Of course you might say I’m expecting far too much of a light-hearted, read-in-one-sitting bit of pulp hoo-hah, and this reactionary take on the genre certainly has its precedents (I don’t recall Mike Hammer being haunted by too much moral uncertainty as he bashed villains’ teeth down their throats). But still, I dunno… arch and self-aware as Prather’s style may be, he essentially seems like a smart guy, so would it have killed him to have approached this tale of blackmail, multiple murder and sexual deceit with just a *touch* of the gravitas such topics entail, in between all the yukks..?

Anyway, more to the point, the artwork on the front of this one is pretty cool. It turns out the illustration is actually by Robert McGinnis, re-purposed by New English Library from the 1967 Carter Brown number pictured below. (I thought I detected a McGinnis-y look in the folds of her flares and contours of her belly, but wasn’t 100% sure.)

As of 1968, the ubiquitous exaggerated sales figures thrown around by all of Prather’s publishers had apparently reached the not unimpressive count of forty million, and NEL’s back cover blurb hedges its bets with a couple of paragraphs that could have been applied to literally any Shell Scott story, suggesting that perhaps they were just as reluctant to read these books as your correspondent.

More fun with the “steel-eyed, sliver-haired ‘tec” coming soon to these pages, potentially.

Thursday, 2 March 2017

Nikkatsu Trailer Theatre # 5:

Well if my gushing praise in last week’s Seijun Suzuki memorial post wasn’t enough to sell you on 1964’s ‘Gate of Flesh’, perhaps the typically hyperbolic outpourings of Nikkastu’s trailer department will do the trick?

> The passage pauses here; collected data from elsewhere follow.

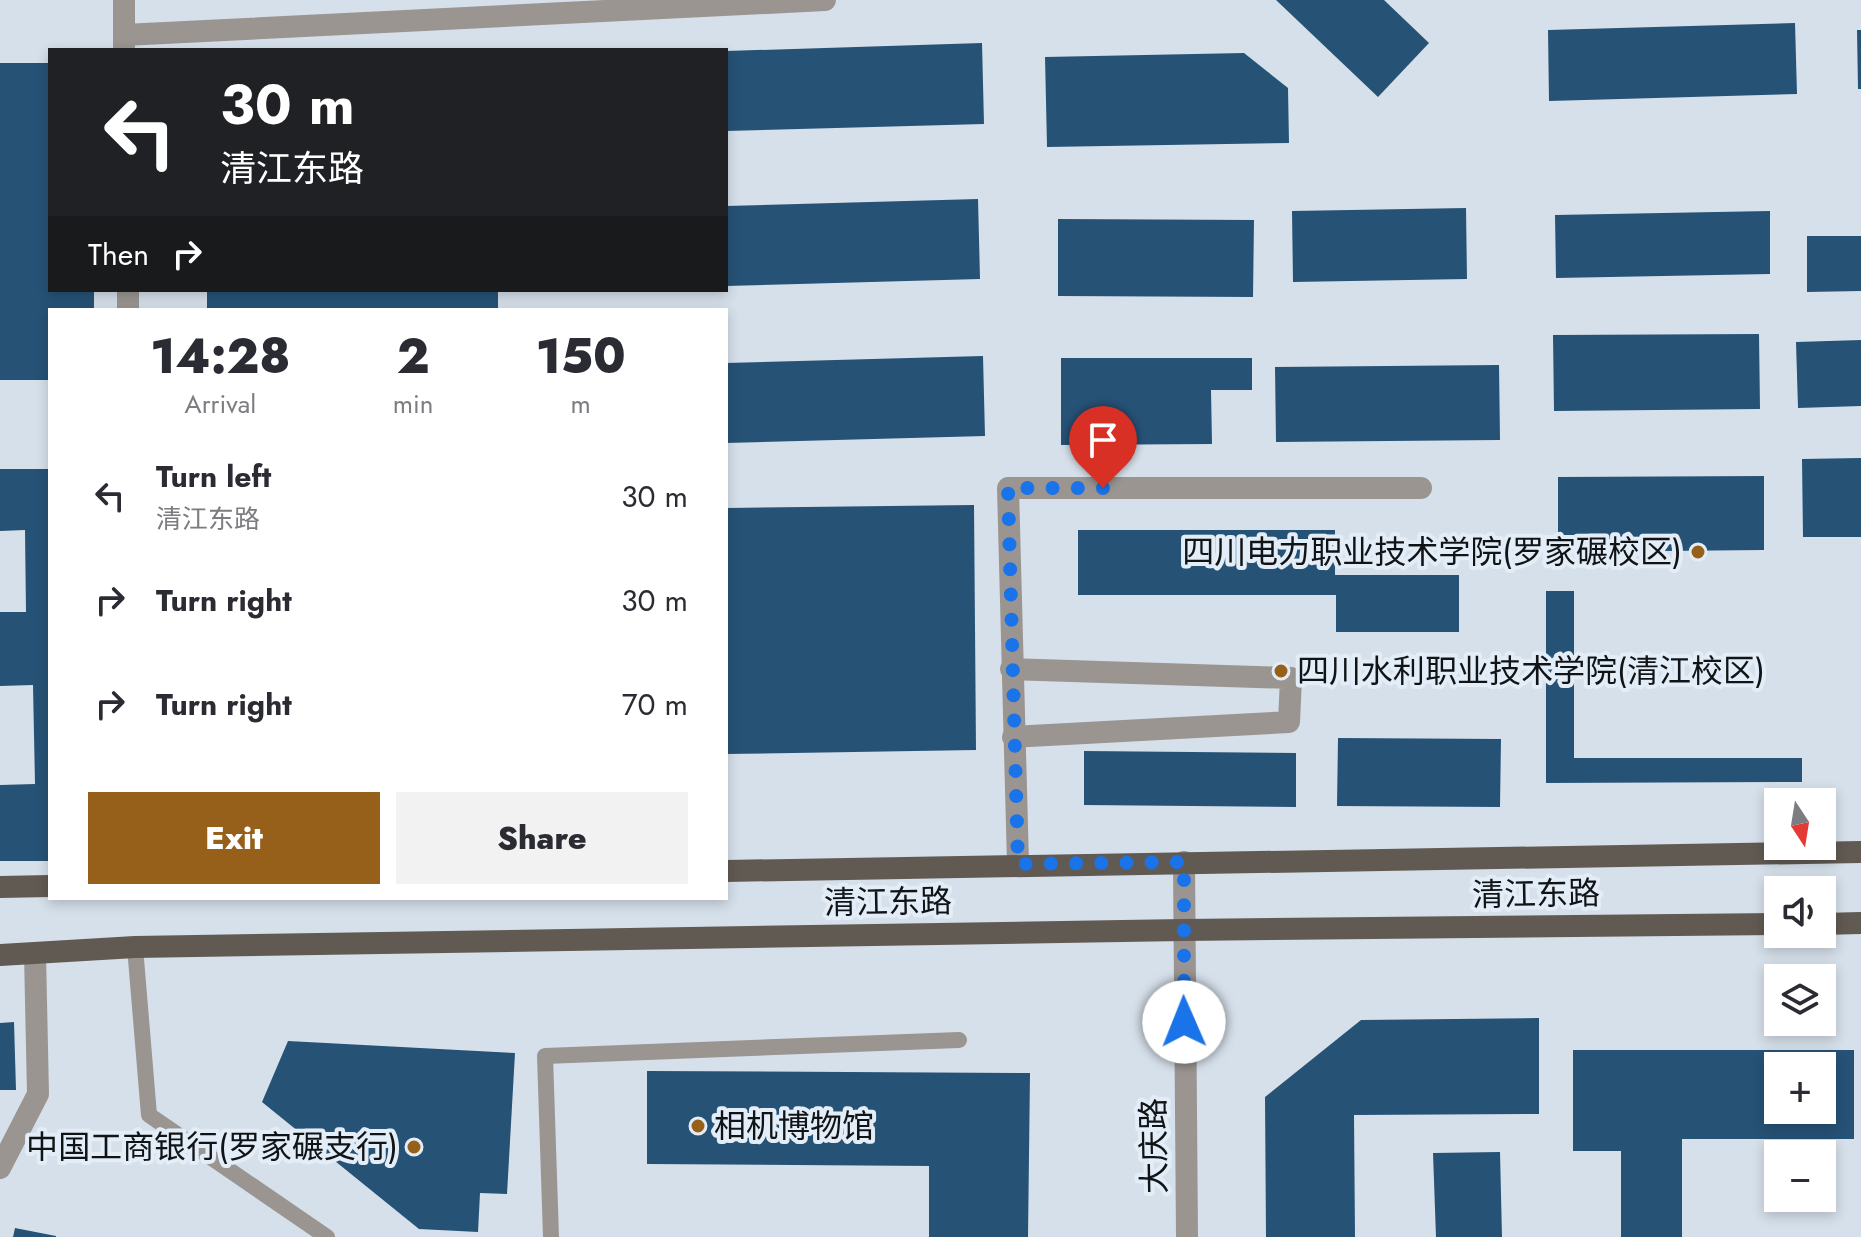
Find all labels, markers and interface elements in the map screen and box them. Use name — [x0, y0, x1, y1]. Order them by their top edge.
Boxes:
text: 30 m — [220, 64, 355, 145]
icon: left — [88, 80, 192, 184]
text: 清江东路 — [220, 142, 364, 194]
icon: right — [165, 232, 209, 276]
text: Then — [88, 233, 149, 276]
text: 14:28 — [150, 322, 290, 391]
text: 2 — [397, 322, 429, 391]
text: 150 — [536, 322, 626, 391]
text: Arrival — [185, 385, 256, 423]
text: min — [393, 385, 433, 423]
text: m — [571, 385, 591, 423]
pin — [1069, 406, 1137, 488]
icon: arrive — [1081, 418, 1125, 462]
text: Turn left — [156, 455, 271, 498]
icon: left — [88, 474, 132, 518]
text: 30 m — [621, 475, 688, 518]
text: 清江东路 — [156, 500, 260, 538]
place label: 四川电力职业技术学院(罗家碾校区) — [1182, 529, 1682, 575]
marker: 四川电力职业技术学院(罗家碾校区) — [1689, 543, 1707, 561]
icon: right — [88, 578, 132, 622]
text: Turn right — [156, 579, 292, 622]
text: 30 m — [621, 579, 688, 622]
place label: 四川水利职业技术学院(清江校区) — [1297, 648, 1765, 694]
marker: 四川水利职业技术学院(清江校区) — [1272, 662, 1290, 680]
icon: right — [88, 682, 132, 726]
text: Turn right — [156, 683, 292, 726]
text: 70 m — [622, 683, 688, 726]
north arrow — [1764, 788, 1836, 860]
map controls — [1764, 788, 1836, 1212]
button: Exit — [88, 792, 380, 884]
button: Share — [396, 792, 688, 884]
street label: 清江东路 — [1472, 870, 1600, 918]
button: sound — [1764, 876, 1836, 948]
street label: 清江东路 — [824, 878, 952, 926]
button: layers — [1764, 964, 1836, 1036]
position arrow — [1142, 980, 1226, 1064]
button: + — [1764, 1052, 1836, 1124]
street label: 大庆路 — [1130, 1098, 1178, 1194]
place label: 相机博物馆 — [714, 1103, 874, 1149]
marker: 相机博物馆 — [689, 1117, 707, 1135]
place label: 中国工商银行(罗家碾支行) — [26, 1124, 398, 1170]
marker: 中国工商银行(罗家碾支行) — [405, 1138, 423, 1156]
button: − — [1764, 1140, 1836, 1212]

Leaving aside a few meaningless and/or questionably translated exclamations and a some inevitable come-ons to the presumed-to-be-male audience however, I think this lean two and a half minutes actually does a pretty good job of conveying the power of Suzuki’s film, in visual terms at least. (It would have been nice to see a bit more of Takeo Kimura’s extraordinary sets, but, never mind – something tells this film’s original viewing public weren’t putting down their yen at the ticket booth for the sake of the set design.)

According to Suzuki, the film’s female stars were mostly drawn from outside the studio’s usual roster of contract players, as the Nikkatsu actresses were understandably unwilling to engage with such risqué material. With aching predictability, the women are all ranked below both Jo Shishido and Koji Wada (who makes almost no impression at all) on ‘Gate of Flesh’s official cast list, but it should be noted that their performances are excellent across the board. They’re all tops in my book.

We should also note the presence here of Chico Roland – Japanese cinema’s go-to guy for black American roles – appearing in a cameo as a U.S. Army chaplain. Last seen around these parts in 1968’s Genocide, Roland is always an extraordinary presence. Constantly on the verge of breaking into hysterics whenever he is on-screen, and seemingly fluent in neither English nor Japanese, I’ve always wondered what his story was. Any info gratefully received by the Chico Roland Appreciation Society c/o the usual address.